A atualidade nos apresenta diversos problemas que são denominados: infelicidade, incapacidade para tomar uma decisão referente às escolhas que devem ser feitas, desespero generalizado, falta de objetivo na vida e assim por diante. Neste contexto a busca de conhecer a si mesmo torna-se cada vez mais um grande desafio.

De acordo com as reflexões trazidas por Bauman o período atual marcado pela globalização não deve ser analisado apenas sob o ponto de vista econômico, mas também e fundamentalmente sobre seus efeitos na vida cotidiana. Em sua perspectiva, esta sociedade tem tornado incertas e transitórias as identidades sociais, culturais e sexuais. Por isso, a reflexão acerca da identidade, do autoconhecimento, da procura de si mesmo tem sido de grande relevância por um lado e de grande desafio por outro.

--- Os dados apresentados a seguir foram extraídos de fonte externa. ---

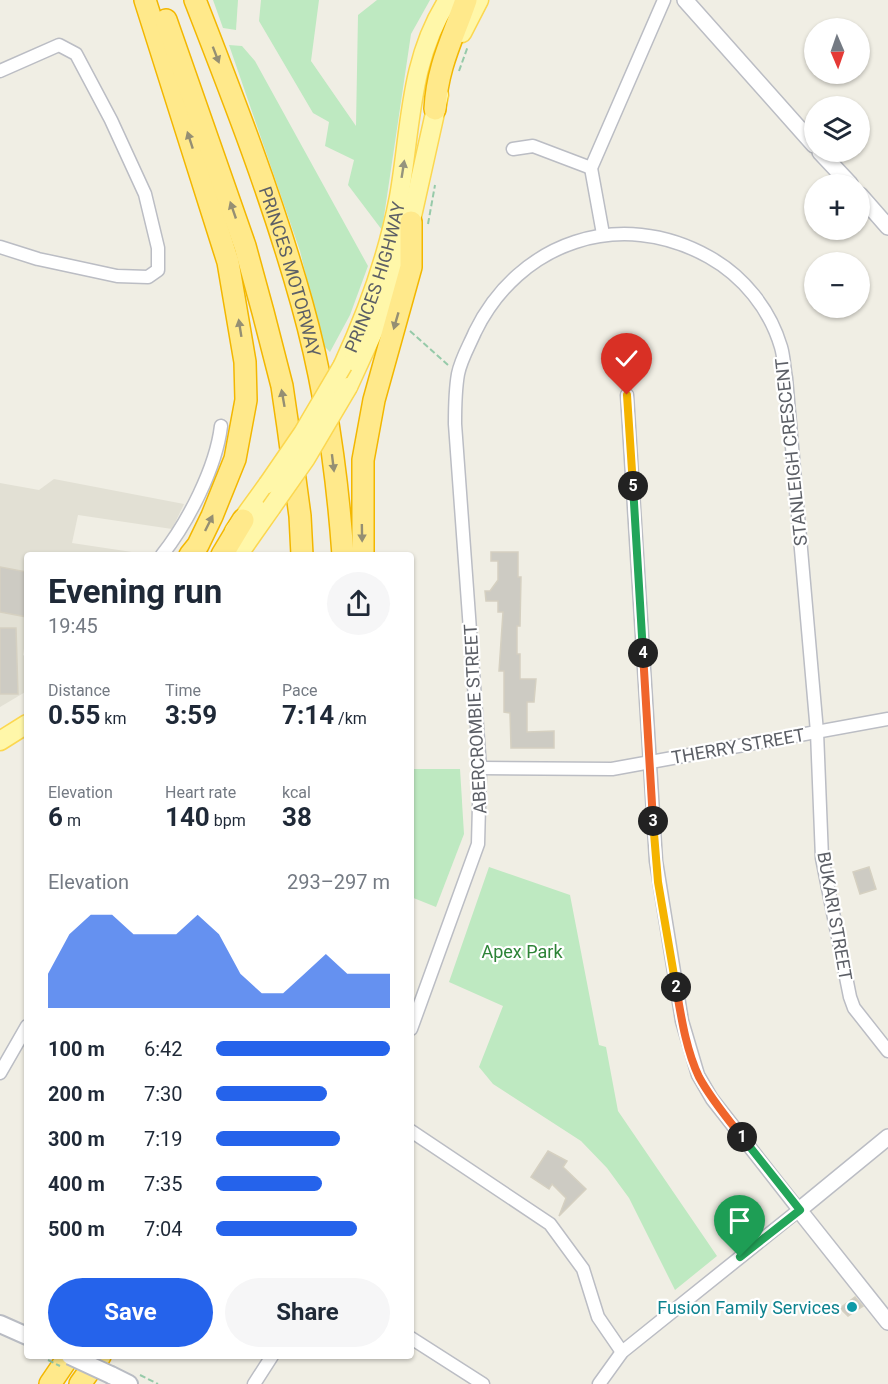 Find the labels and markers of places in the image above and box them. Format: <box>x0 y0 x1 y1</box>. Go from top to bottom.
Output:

Rollo May, um dos maiores psicanalistas do século XX, mostra em suas obras que o problema fundamental do ser humano no fim do século XX, e posteriormente no século XXI é o vazio. Ele expressa que isto não significa apenas que as pessoas ignorem o que querem ou desejam, mas frequentemente não tem ideia do que sentem.

Quando falam sobre autonomia, ou lamentam sua incapacidade para tomar decisão – dificuldades presentes em todas as épocas – torna-se logo evidente que seu verdadeiro problema é não ter uma experiência definida de seus próprios desejos e necessidades. Oscilam desse modo para aqui e para ali, sentindo-se dolorosamente impotentes porque ocas vazias. O que as leva a buscar ajuda talvez seja, por exemplo, o fato de romperem sempre seus relacionamentos amorosos, ou não conseguirem concretizar seus planos.[1]

Em seus estudos May, mostra que a situação mais nítida de uma vida vazia é a das pessoas que habitam os grandes centros urbanos, que se levantam à mesma hora todos os dias, tomam o mesmo ônibus, encontram as mesmas pessoas, executam as mesmas tarefas, almoçam nos mesmos restaurantes, voltam para casa nos mesmos ônibus, ou sejam, levam uma vida rotineira  e mecânica.  A sensação de vazio apresenta muitas vezes a incapacidade para fazer algo de eficaz a respeito da própria vida e do mundo em que vivemos. Erich Fromm observou que neste contexto as pessoas deixaram de viver sob a autoridade da Igreja ou de leis morais, mas se submetem a “autoridades anônimas”, como por exemplo, a opinião pública a mídia de modo geral. Basta que observemos como acompanhamos ou nos deixamos acompanhar, curtir, comentar, compartilhar informações nas redes sociais[2].
No presente contexto outra característica que se apresenta é a solidão. Assim, a sensação de vazio e a solidão andam juntas. Quando por exemplo uma pessoa fala do rompimento de uma relação amorosa raramente fala da tristeza ou da perda, mas sim de um sentimento de vazio, ou seja, a perda parece “deixar um buraco”.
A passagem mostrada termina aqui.